Work order ▸ For every record that follows, write out the text exactly and omit the picture, if one is present.

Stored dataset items
Segment Open

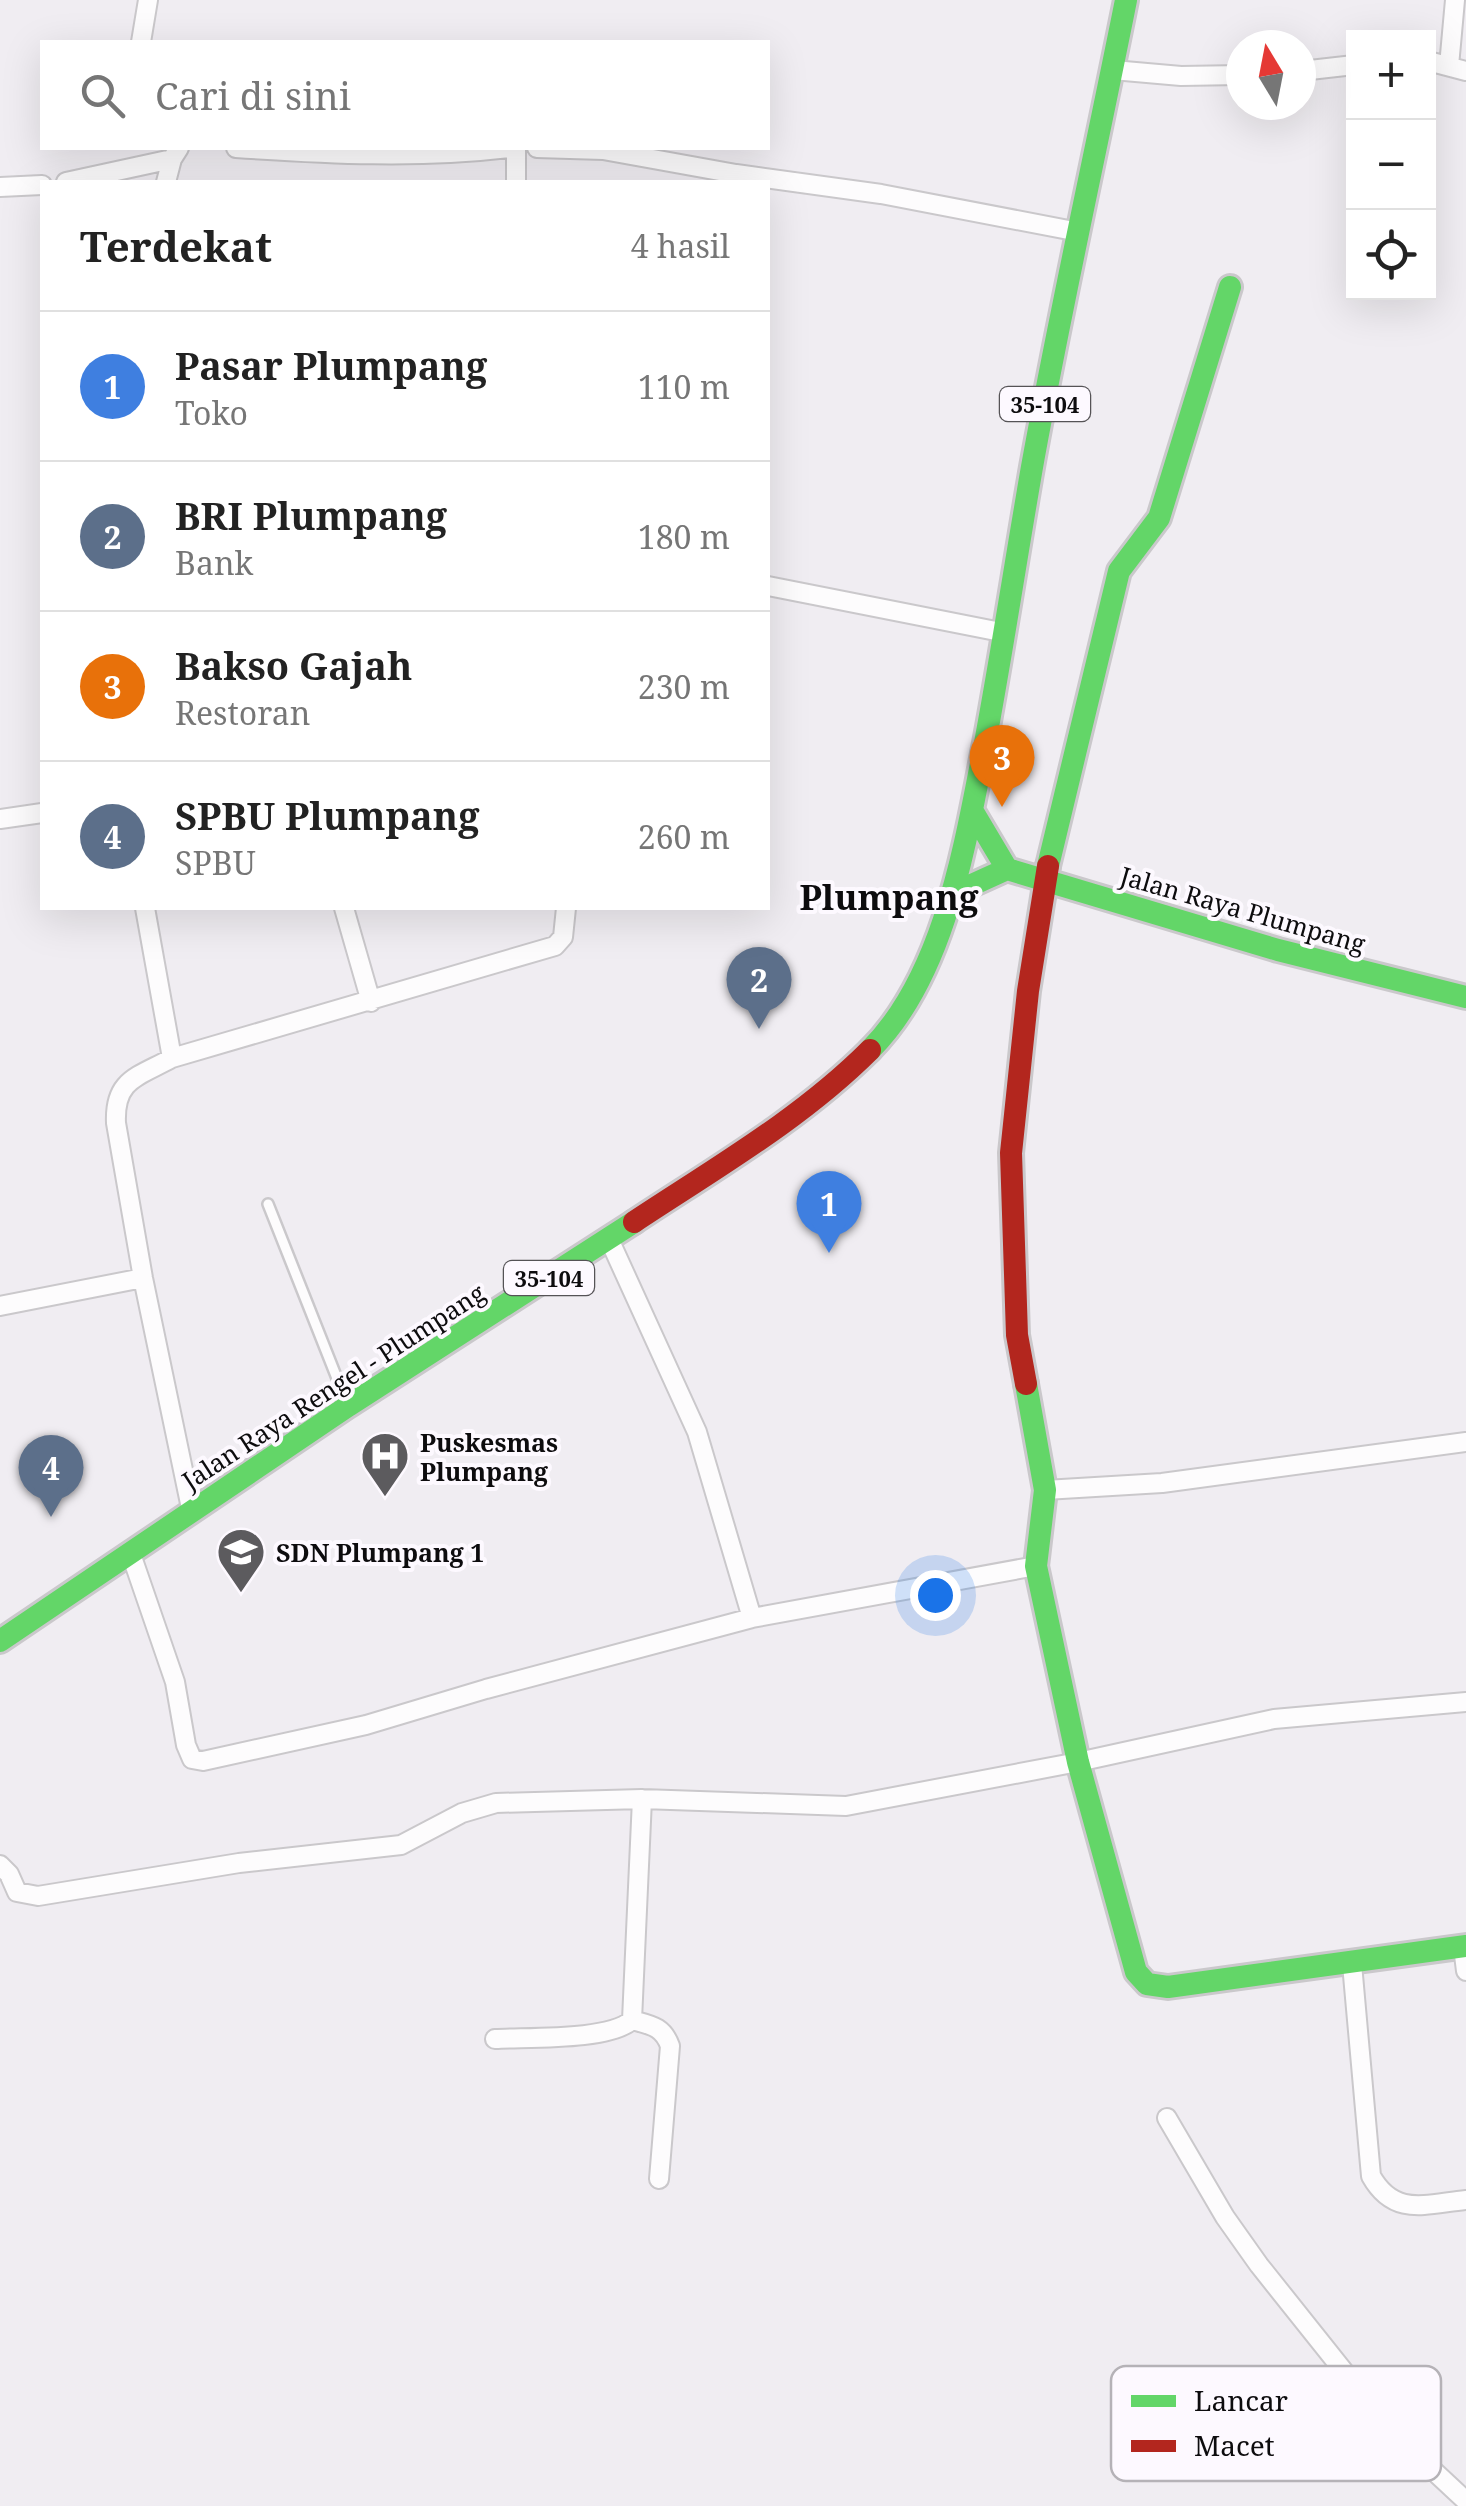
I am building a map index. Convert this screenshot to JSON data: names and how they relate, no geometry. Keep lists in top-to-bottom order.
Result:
{
  "streets": {
    "street": ["35-104", "Jalan Raya Plumpang", "Jalan Raya Rengel - Plumpang"]
  },
  "crossings": [
    ["35-104", "Jalan Raya Rengel - Plumpang"]
  ],
  "districts": ["Plumpang"],
  "places": {
    "hospital": ["Puskesmas Plumpang"],
    "school or university": ["SDN Plumpang 1"]
  },
  "legend": ["Lancar", "Macet"],
  "north": "top",
  "page": {
    "map_buttons": ["+", "−"],
    "search": "Cari di sini",
    "heading": ["Terdekat", "4 hasil"],
    "list": [
      {
        "mark": "1",
        "name": "Pasar Plumpang",
        "note": "Toko",
        "value": "110 m"
      },
      {
        "mark": "2",
        "name": "BRI Plumpang",
        "note": "Bank",
        "value": "180 m"
      },
      {
        "mark": "3",
        "name": "Bakso Gajah",
        "note": "Restoran",
        "value": "230 m"
      },
      {
        "mark": "4",
        "name": "SPBU Plumpang",
        "note": "SPBU",
        "value": "260 m"
      }
    ],
    "pins": [
      "3",
      "2",
      "1",
      "4"
    ]
  }
}
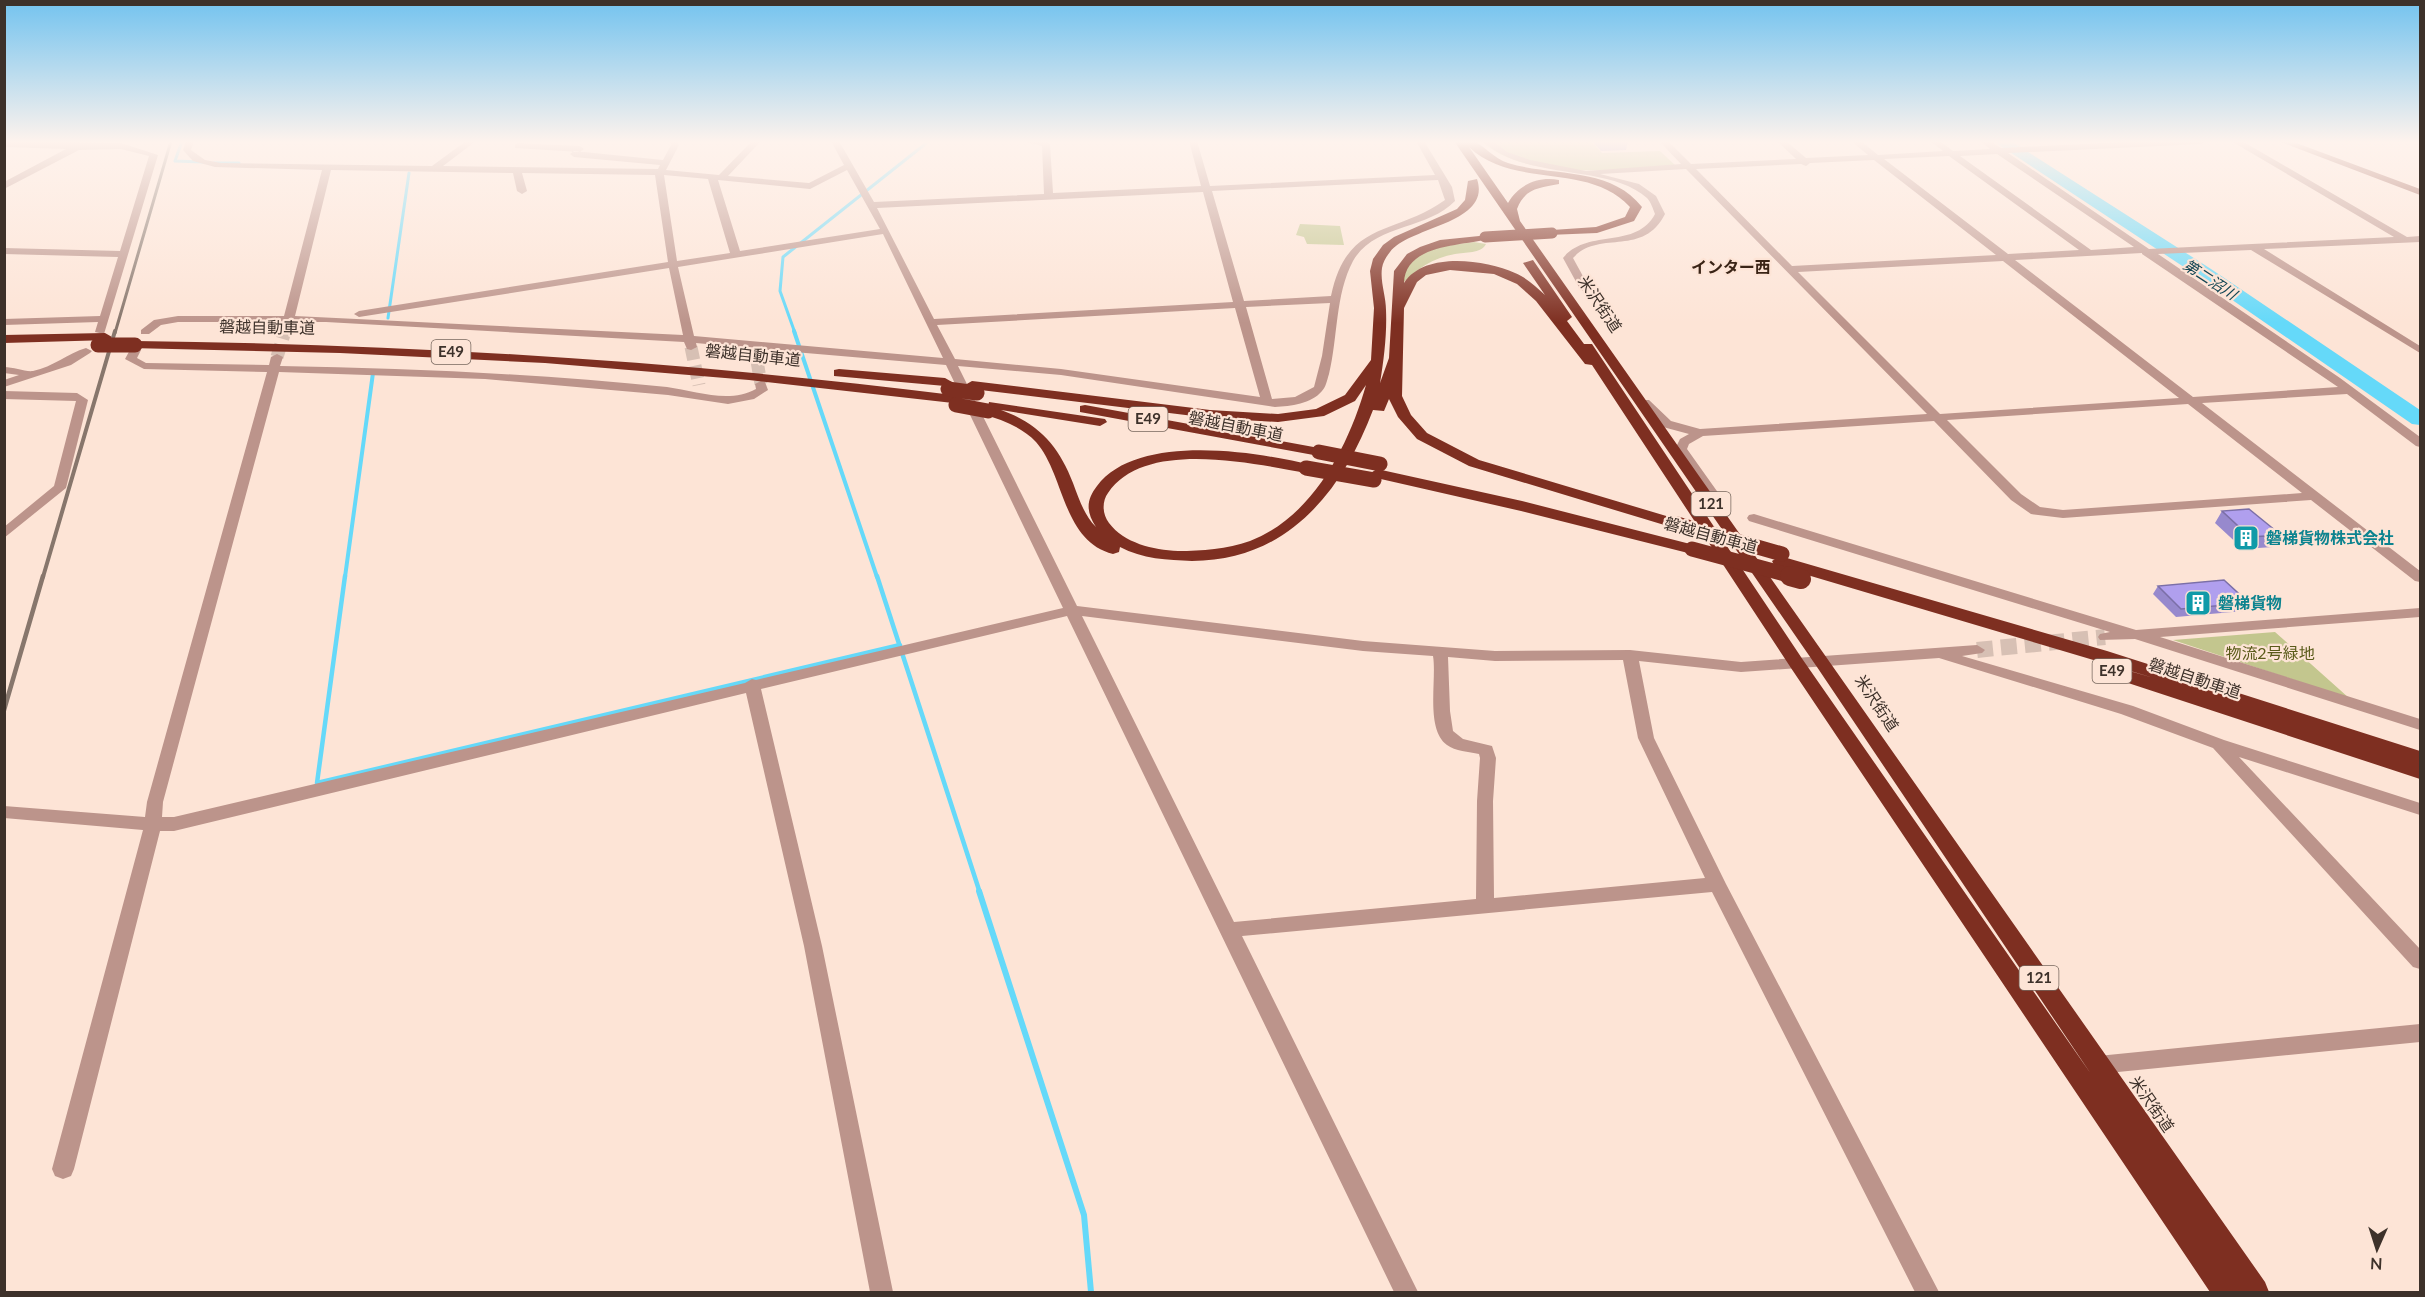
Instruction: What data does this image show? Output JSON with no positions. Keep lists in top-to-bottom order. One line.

Segment Closed

Solution to the problem ▸
I am building a map index. Convert this screenshot to JSON data: names and how they relate, no geometry. Keep lists in top-to-bottom order.
Result:
{
  "streets": {
    "street": ["35-104", "Jalan Raya Plumpang", "Jalan Raya Rengel - Plumpang"]
  },
  "crossings": [
    ["35-104", "Jalan Raya Rengel - Plumpang"]
  ],
  "districts": ["Plumpang"],
  "places": {
    "hospital": ["Puskesmas Plumpang"],
    "school or university": ["SDN Plumpang 1"]
  },
  "legend": ["Lancar", "Macet"],
  "north": "top",
  "page": {
    "map_buttons": ["+", "−"],
    "search": "Cari di sini",
    "heading": ["Terdekat", "4 hasil"],
    "list": [
      {
        "mark": "1",
        "name": "Pasar Plumpang",
        "note": "Toko",
        "value": "110 m"
      },
      {
        "mark": "2",
        "name": "BRI Plumpang",
        "note": "Bank",
        "value": "180 m"
      },
      {
        "mark": "3",
        "name": "Bakso Gajah",
        "note": "Restoran",
        "value": "230 m"
      },
      {
        "mark": "4",
        "name": "SPBU Plumpang",
        "note": "SPBU",
        "value": "260 m"
      }
    ],
    "pins": [
      "3",
      "2",
      "1",
      "4"
    ]
  }
}
Instruction: What data does this image show? Output JSON with no positions. Keep lists in top-to-bottom order. One line.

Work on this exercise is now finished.